Board of Education of Okay Independent School District Number One v. Carroll

1973 OK 99, 513 P.2d 872
CourtSupreme Court of Oklahoma
DecidedAugust 22, 1973
Docket46700
StatusPublished
Cited by4 cases

This text of 1973 OK 99 (Board of Education of Okay Independent School District Number One v. Carroll) is published on Counsel Stack Legal Research, covering Supreme Court of Oklahoma primary law. Counsel Stack provides free access to over 12 million legal documents including statutes, case law, regulations, and constitutions.

Bluebook
Board of Education of Okay Independent School District Number One v. Carroll, 1973 OK 99, 513 P.2d 872 (Okla. 1973).

Opinion

IRWIN, Justice.

This original proceeding involves the transfer of three children who, through their parents, filed applications for transfer from the school district of their residence (Okay Independent School District No. 1, the petitioning school district) to Wagoner Independent School District No. 19. The county superintendent denied the applications. On appeal to the district court the Respondent Judge granted the applications for transfer.

Petitioner’s application, presented upon a combined petition for Writ of Certiorari and Writ of Prohibition, requests this Court to Assume Original Jurisdiction and Issue a Writ of Prohibition directing the Respondent to desist and refrain from enforcing or seeking to enforce the order transferring the children.

The first issue presented is whether this Court should consider in these proceedings a narrative statement of the evidence adduced and proceedings conducted before the trial cpurt in lieu of a stenographic transcript. The facts forming the basis for this issue are briefly summarized.

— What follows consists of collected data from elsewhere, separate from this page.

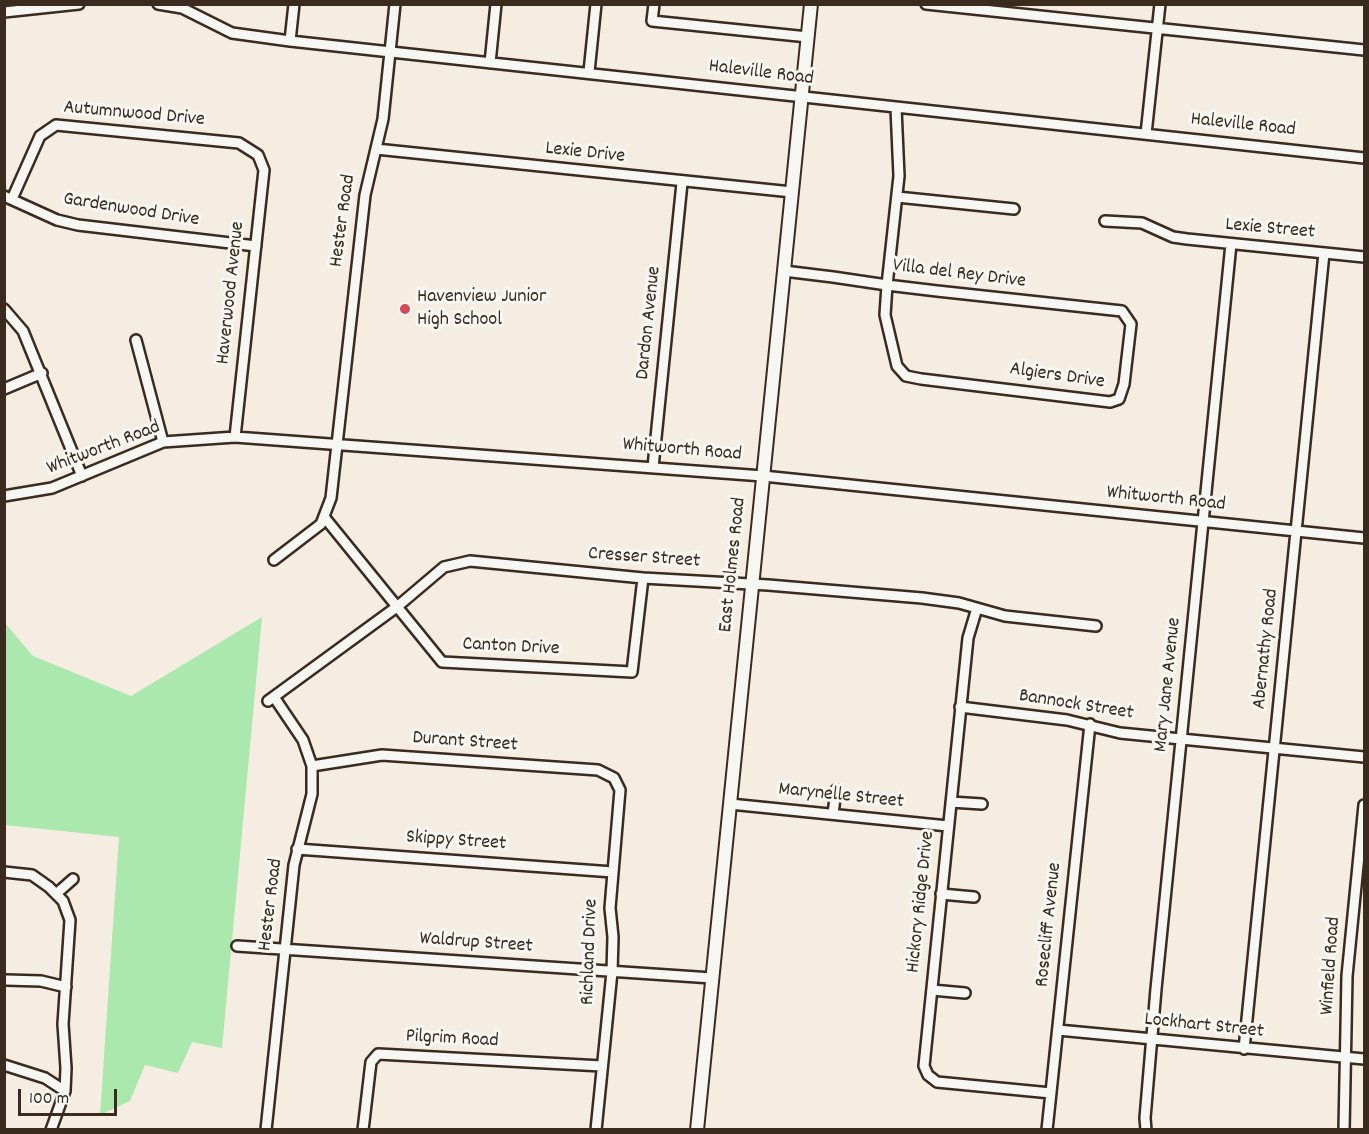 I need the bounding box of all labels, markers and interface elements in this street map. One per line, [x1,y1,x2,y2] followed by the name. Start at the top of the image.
[707,56,815,92] street label: Haleville Road
[62,97,206,133] street label: Autumnwood Drive
[1189,109,1297,143] street label: Haleville Road
[544,138,626,170] street label: Lexie Drive
[326,173,362,269] street label: Hester Road
[61,188,201,234] street label: Gardenwood Drive
[1224,214,1316,246] street label: Lexie Street
[213,220,251,366] street label: Haverwood Avenue
[891,255,1027,295] street label: Villa del Rey Drive
[632,265,668,381] street label: Dardon Avenue
[417,286,546,333] place label: Havenview Junior High School
[398,302,412,316] marker: Havenview Junior High School
[1008,358,1106,396] street label: Algiers Drive
[44,416,164,482] street label: Whitworth Road
[621,434,743,468] street label: Whitworth Road
[1105,482,1227,518] street label: Whitworth Road
[715,496,753,634] street label: East Holmes Road
[587,543,701,575] street label: Cresser Street
[1249,588,1285,710] street label: Abernathy Road
[1150,617,1188,753] street label: Mary Jane Avenue
[462,633,560,663] street label: Canton Drive
[1017,685,1135,727] street label: Bannock Street
[412,727,518,759] street label: Durant Street
[777,778,905,816] street label: Marynelle Street
[405,827,507,857] street label: Skippy Street
[903,830,941,974] street label: Hickory Ridge Drive
[254,857,290,953] street label: Hester Road
[1032,862,1068,988] street label: Rosecliff Avenue
[577,898,605,1006] street label: Richland Drive
[1317,916,1347,1016] street label: Winfield Road
[419,928,533,960] street label: Waldrup Street
[1143,1009,1265,1045] street label: Lockhart Street
[405,1026,499,1054] street label: Pilgrim Road
[21,1077,120,1115] scale bar
[29,1087,69,1112] text: 100 m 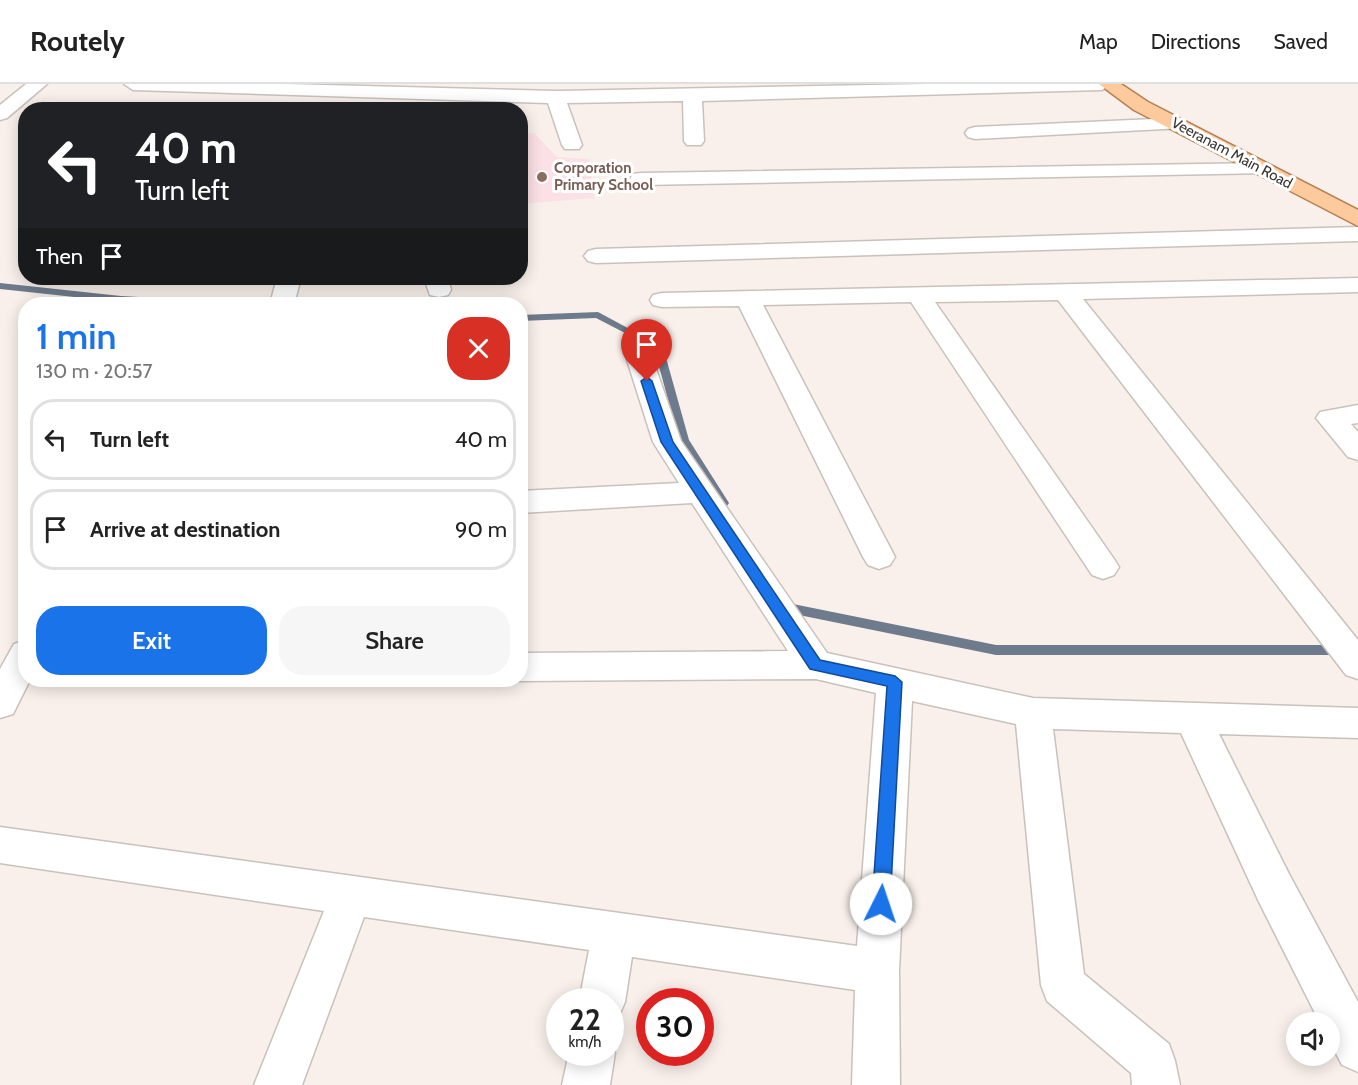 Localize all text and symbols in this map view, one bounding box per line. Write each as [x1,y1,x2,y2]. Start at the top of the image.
text: Routely [30,24,125,58]
text: Map [1079,29,1118,54]
text: Directions [1151,29,1240,54]
text: Saved [1273,29,1328,54]
street label: Veeranam Main Road [1168,114,1296,192]
text: 40 m [135,122,237,174]
icon: left [36,126,114,204]
place label: Corporation Primary School [554,159,653,194]
marker: Corporation Primary School [535,170,549,184]
text: Turn left [135,174,229,207]
icon: arrive [95,240,128,273]
text: Then [36,243,83,270]
text: 1 min [36,314,116,358]
button: close [447,317,510,380]
pin [621,319,672,381]
icon: arrive [630,328,663,361]
text: 130 m · 20:57 [36,359,153,383]
icon: left [39,423,72,456]
text: Turn left [90,426,169,453]
text: 40 m [455,426,507,453]
icon: arrive [39,513,72,546]
text: Arrive at destination [90,516,280,543]
text: 90 m [455,516,507,543]
button: Exit [36,606,267,675]
button: Share [279,606,510,675]
position arrow [849,872,913,936]
speed limit sign: 30 [636,988,714,1066]
text: 22 [569,1001,601,1038]
map controls [1286,1012,1340,1066]
button: sound [1286,1012,1340,1066]
text: km/h [569,1033,601,1051] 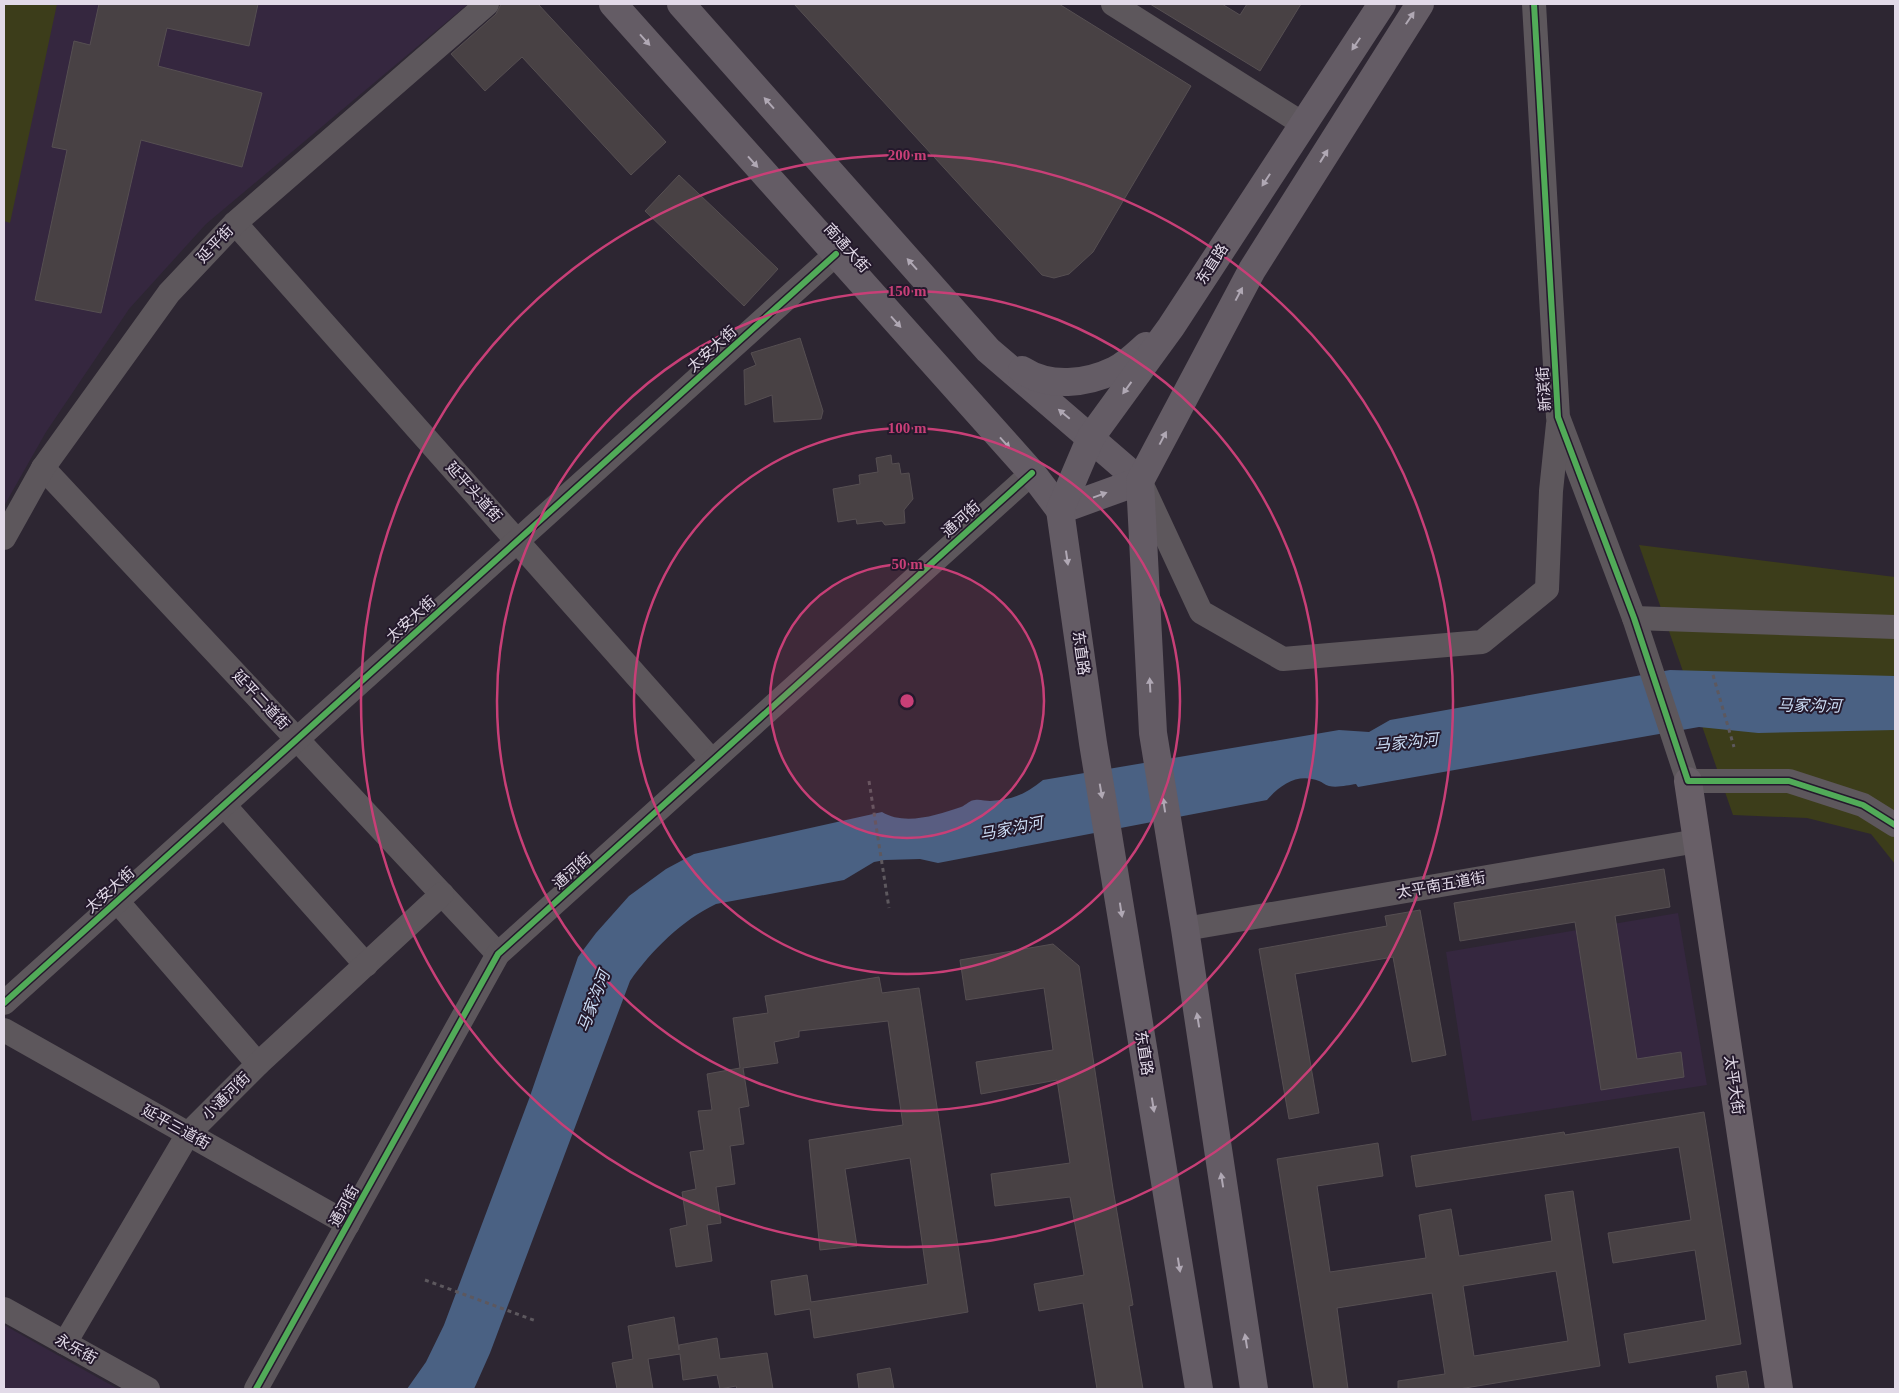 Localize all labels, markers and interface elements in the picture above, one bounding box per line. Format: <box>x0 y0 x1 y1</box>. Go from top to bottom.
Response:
one-way arrow <box>1406 12 1415 25</box>
one-way arrow <box>640 34 651 47</box>
one-way arrow <box>1351 38 1360 51</box>
one-way arrow <box>763 97 775 109</box>
text: 200 m <box>888 147 927 163</box>
one-way arrow <box>1319 149 1328 162</box>
one-way arrow <box>748 155 759 168</box>
one-way arrow <box>1262 174 1271 187</box>
street label: 南通大街 <box>821 220 873 276</box>
street label: 延平街 <box>194 222 236 266</box>
street label: 东直路 <box>1193 241 1231 287</box>
one-way arrow <box>906 257 917 270</box>
text: 150 m <box>888 283 927 299</box>
one-way arrow <box>1235 287 1243 301</box>
one-way arrow <box>890 316 902 328</box>
street label: 太安大街 <box>684 323 740 375</box>
street label: 新滨街 <box>1534 366 1554 412</box>
one-way arrow <box>1122 381 1132 395</box>
one-way arrow <box>1059 408 1071 420</box>
text: 100 m <box>888 420 927 436</box>
one-way arrow <box>1159 431 1167 445</box>
one-way arrow <box>999 437 1011 449</box>
street label: 延平头道街 <box>443 459 505 525</box>
one-way arrow <box>1093 491 1108 498</box>
street label: 通河街 <box>939 498 983 540</box>
one-way arrow <box>1063 551 1071 567</box>
text: 50 m <box>891 556 923 572</box>
street label: 太安大街 <box>383 593 439 645</box>
street label: 东直路 <box>1070 630 1092 676</box>
street label: 延平二道街 <box>230 667 292 733</box>
one-way arrow <box>1146 676 1154 692</box>
centre of rings <box>898 692 916 710</box>
water label: 马家沟河 <box>1777 696 1844 715</box>
water label: 马家沟河 <box>1373 730 1442 754</box>
one-way arrow <box>1098 783 1106 799</box>
one-way arrow <box>1159 797 1167 813</box>
water label: 马家沟河 <box>978 813 1047 843</box>
street label: 通河街 <box>550 850 594 892</box>
street label: 太安大街 <box>82 864 138 916</box>
street label: 太平南五道街 <box>1395 869 1487 901</box>
one-way arrow <box>1118 902 1126 918</box>
water label: 马家沟河 <box>574 965 614 1034</box>
one-way arrow <box>1194 1011 1202 1027</box>
street label: 东直路 <box>1133 1030 1155 1076</box>
street label: 太平大街 <box>1722 1054 1746 1116</box>
street label: 小通河街 <box>199 1069 253 1123</box>
one-way arrow <box>1149 1097 1157 1113</box>
street label: 延平三道街 <box>139 1102 213 1152</box>
one-way arrow <box>1218 1172 1226 1188</box>
street label: 通河街 <box>326 1182 362 1230</box>
one-way arrow <box>1175 1258 1183 1274</box>
street label: 永乐街 <box>52 1331 100 1367</box>
one-way arrow <box>1242 1333 1250 1349</box>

At the hearing in the trial court neither party requested a court reporter and the proceedings were not transcribed. The judgment presented recites no grounds as constituting the basis for approval of the transfers. Respondent, by and through the Applicants, moved in this Court for dismissal on the theory that nothing was presented for review other than the pleadings and the judgment and that the judgment was *874 fully supported by the pleadings, and contended that this Court will not disturb a trial court’s judgment in the absence of a showing that the judgment is contrary to the evidence.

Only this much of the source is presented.